Museum Gardens were first created as an informal park in the late 1800s. The land was once part of Minster Pool until a causeway was built, on what is now part of Bird Street, and it became known as Bishop’s Pool (or Upper Pool). This pool silted up over time and was eventually filled in.
Museum Gardens opened as a public park in 1859, during the reign of Queen Victoria. It was developed by the City Corporation and funded by the Conduit Lands Trust.
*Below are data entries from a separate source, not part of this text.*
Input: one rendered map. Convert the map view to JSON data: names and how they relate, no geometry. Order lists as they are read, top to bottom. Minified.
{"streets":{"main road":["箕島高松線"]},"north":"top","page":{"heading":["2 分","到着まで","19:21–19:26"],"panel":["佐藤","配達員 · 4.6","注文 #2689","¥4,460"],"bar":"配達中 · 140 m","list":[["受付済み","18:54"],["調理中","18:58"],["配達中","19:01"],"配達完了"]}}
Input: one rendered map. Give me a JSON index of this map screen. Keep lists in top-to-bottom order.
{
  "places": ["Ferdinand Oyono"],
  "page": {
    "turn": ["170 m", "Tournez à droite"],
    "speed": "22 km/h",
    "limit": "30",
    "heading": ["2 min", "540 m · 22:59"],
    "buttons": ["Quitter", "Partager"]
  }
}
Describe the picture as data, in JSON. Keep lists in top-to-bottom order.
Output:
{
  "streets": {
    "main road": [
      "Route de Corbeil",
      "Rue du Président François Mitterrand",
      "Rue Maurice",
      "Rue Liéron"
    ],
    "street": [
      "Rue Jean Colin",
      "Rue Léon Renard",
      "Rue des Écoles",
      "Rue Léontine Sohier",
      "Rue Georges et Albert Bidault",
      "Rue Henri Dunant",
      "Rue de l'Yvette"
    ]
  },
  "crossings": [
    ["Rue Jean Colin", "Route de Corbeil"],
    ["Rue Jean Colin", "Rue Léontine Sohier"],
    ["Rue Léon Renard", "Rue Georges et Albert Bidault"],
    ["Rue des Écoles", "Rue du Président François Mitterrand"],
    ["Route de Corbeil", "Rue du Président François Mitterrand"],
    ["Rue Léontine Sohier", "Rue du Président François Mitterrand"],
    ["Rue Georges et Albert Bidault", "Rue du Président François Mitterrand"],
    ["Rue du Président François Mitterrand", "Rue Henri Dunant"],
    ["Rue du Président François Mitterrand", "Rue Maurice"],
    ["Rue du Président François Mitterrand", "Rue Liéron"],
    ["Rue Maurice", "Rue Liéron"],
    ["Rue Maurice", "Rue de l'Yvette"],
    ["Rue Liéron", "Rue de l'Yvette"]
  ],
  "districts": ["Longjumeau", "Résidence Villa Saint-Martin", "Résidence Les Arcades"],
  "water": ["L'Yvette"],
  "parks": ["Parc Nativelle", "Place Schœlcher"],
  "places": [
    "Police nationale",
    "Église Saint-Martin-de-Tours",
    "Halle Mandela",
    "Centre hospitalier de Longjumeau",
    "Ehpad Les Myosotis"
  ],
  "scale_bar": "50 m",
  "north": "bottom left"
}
Originally incorporating ornamental pools and avenues of trees, the gardens were designed to complement the Italianate architecture of the adjoining Free Library and Museum.
Local society philanthropists and wealthy residents donated items. The garden’s ornamental fountain was donated by JT Law, the diocesan chancellor, in 1871.
The figures of the lions round Chancellor Law’s Fountain were given by Sir Richard Cooper, a city alderman, in the late 1880s. In 1892, the Conduit Lands Trust agreed to supply water to the fountain three times a week in the summer, without charge.
Beacon Park’s Recreation Grounds were opened in 1891 on nearly 5 acres of land. The grounds were extended by 11½ acres in 1944, thanks to a local benefactor, Lieutenant-Colonel Michael Swinfen Broun. The area now features tennis courts, bowling greens and football pitches.
Martyrs’ Plaque is the remains of a sculpture of the city’s common seal. It was originally set into the façade of Lichfield’s 18th century Guildhall, but is now displayed on a plinth in the park’s herbaceous garden.
The plaque portrays three dismembered kings who, according to legend, led 999 Christians into battle against the Romans in AD 288. The kings were defeated and became martyrs.
Beacon Park, including Museum Gardens, is owned and managed by Lichfield District Council.